ASSIGNMENT — Retrieve every line of the data holding the word "Transcribe".

DATASET RECORDS —
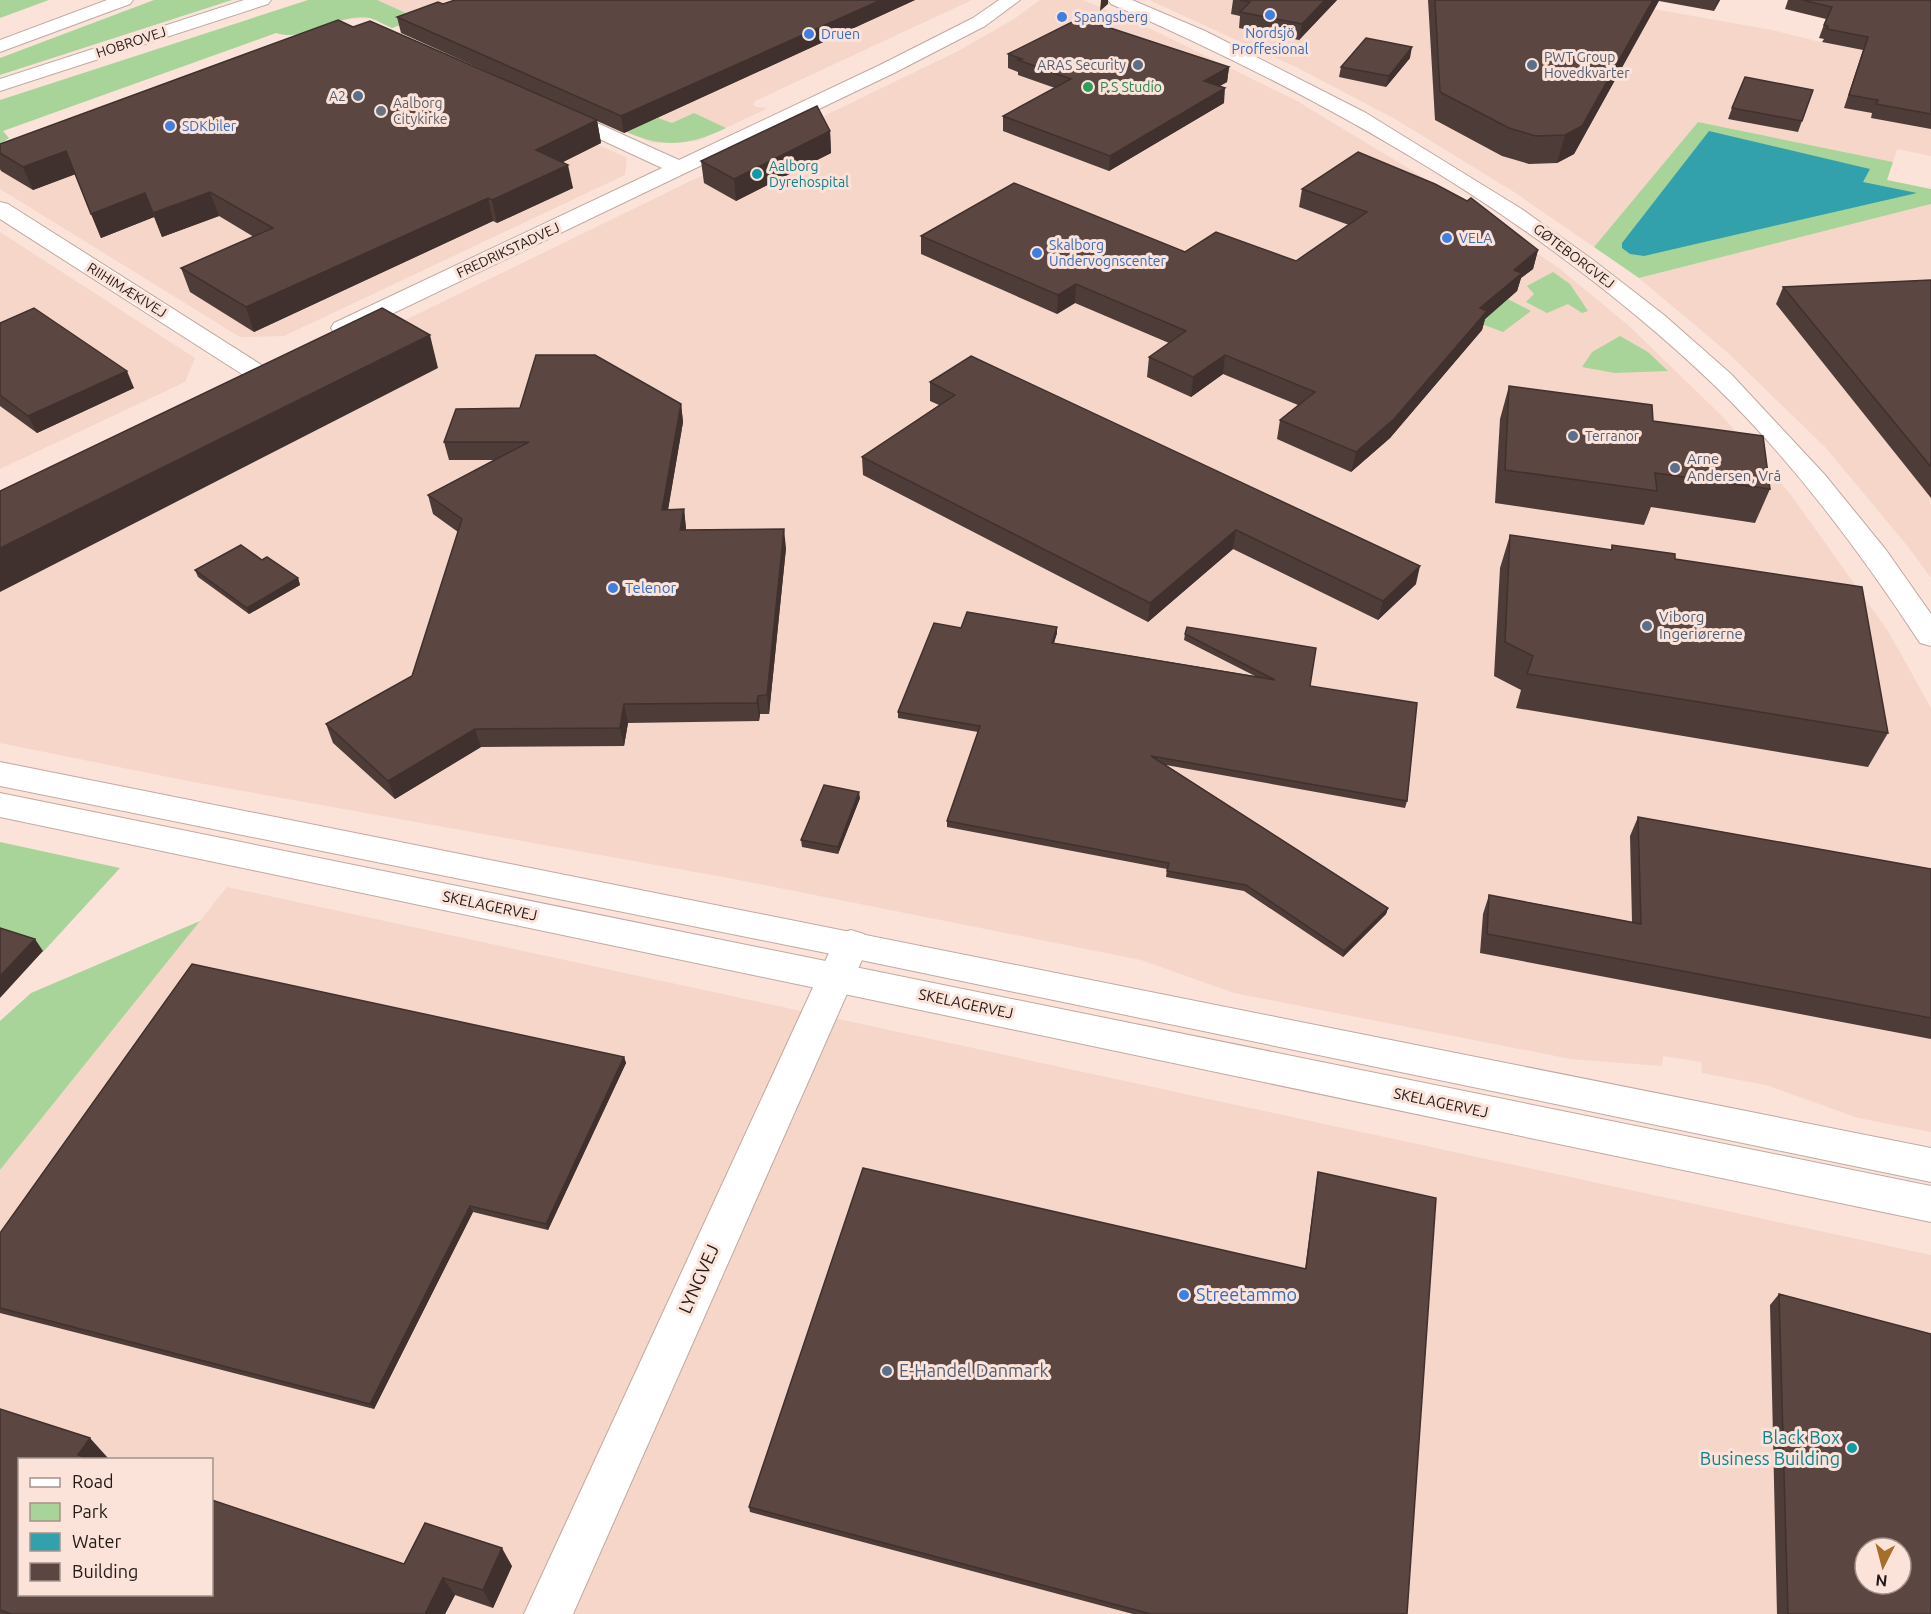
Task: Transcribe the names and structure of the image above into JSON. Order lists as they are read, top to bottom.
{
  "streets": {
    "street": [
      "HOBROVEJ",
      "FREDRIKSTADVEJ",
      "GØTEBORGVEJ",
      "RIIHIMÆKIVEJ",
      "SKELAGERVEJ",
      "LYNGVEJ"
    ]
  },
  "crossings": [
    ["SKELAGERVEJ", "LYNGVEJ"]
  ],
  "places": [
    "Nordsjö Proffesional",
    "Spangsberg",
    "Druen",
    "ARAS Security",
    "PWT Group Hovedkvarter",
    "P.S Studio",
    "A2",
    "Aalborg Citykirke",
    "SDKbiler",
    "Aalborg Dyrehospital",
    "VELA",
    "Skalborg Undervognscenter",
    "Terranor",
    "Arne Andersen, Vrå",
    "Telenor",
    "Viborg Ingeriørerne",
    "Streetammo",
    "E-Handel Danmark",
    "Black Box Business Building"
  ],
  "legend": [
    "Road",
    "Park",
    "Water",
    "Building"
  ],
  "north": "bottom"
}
* * *
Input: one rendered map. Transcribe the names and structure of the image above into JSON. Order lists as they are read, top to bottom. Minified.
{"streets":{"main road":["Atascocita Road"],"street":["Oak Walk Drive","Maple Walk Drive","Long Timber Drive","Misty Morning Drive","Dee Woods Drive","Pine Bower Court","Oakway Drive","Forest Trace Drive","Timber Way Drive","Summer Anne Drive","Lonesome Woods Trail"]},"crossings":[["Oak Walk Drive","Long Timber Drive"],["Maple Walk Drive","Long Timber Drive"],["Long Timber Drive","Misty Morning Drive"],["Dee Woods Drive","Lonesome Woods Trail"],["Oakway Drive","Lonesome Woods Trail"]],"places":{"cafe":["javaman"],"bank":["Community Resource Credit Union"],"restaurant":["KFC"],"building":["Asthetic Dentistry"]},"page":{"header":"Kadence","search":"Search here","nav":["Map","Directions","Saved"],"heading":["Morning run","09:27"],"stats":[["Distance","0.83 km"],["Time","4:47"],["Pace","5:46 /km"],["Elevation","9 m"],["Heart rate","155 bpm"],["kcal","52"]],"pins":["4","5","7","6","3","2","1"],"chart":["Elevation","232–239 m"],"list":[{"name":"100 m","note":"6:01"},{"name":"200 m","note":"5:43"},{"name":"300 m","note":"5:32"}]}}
--
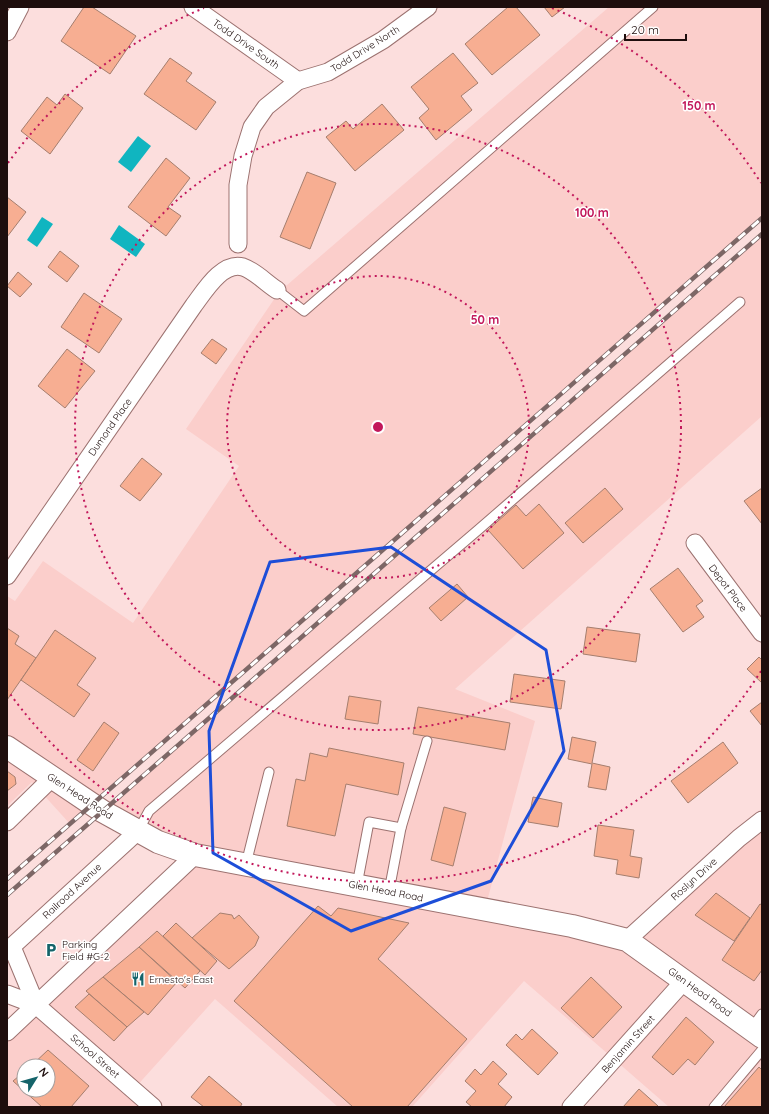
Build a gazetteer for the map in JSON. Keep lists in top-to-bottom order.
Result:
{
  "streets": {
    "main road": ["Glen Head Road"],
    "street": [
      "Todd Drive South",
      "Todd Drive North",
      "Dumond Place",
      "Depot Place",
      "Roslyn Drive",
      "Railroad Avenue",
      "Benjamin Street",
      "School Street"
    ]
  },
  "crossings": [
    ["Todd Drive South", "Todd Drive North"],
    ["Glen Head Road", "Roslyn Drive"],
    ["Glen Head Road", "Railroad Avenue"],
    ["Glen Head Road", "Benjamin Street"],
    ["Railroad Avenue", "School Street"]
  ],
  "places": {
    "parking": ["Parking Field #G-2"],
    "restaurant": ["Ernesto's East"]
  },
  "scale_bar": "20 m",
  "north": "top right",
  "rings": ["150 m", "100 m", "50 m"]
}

RESPONSE FOR THIS EXERCISE —
Task: Transcribe the names and structure of the image above into JSON. Order lists as they are read, top to bottom.
Input: one rendered map. Transcribe the names and structure of the image above into JSON. Order lists as they are read, top to bottom. Minified.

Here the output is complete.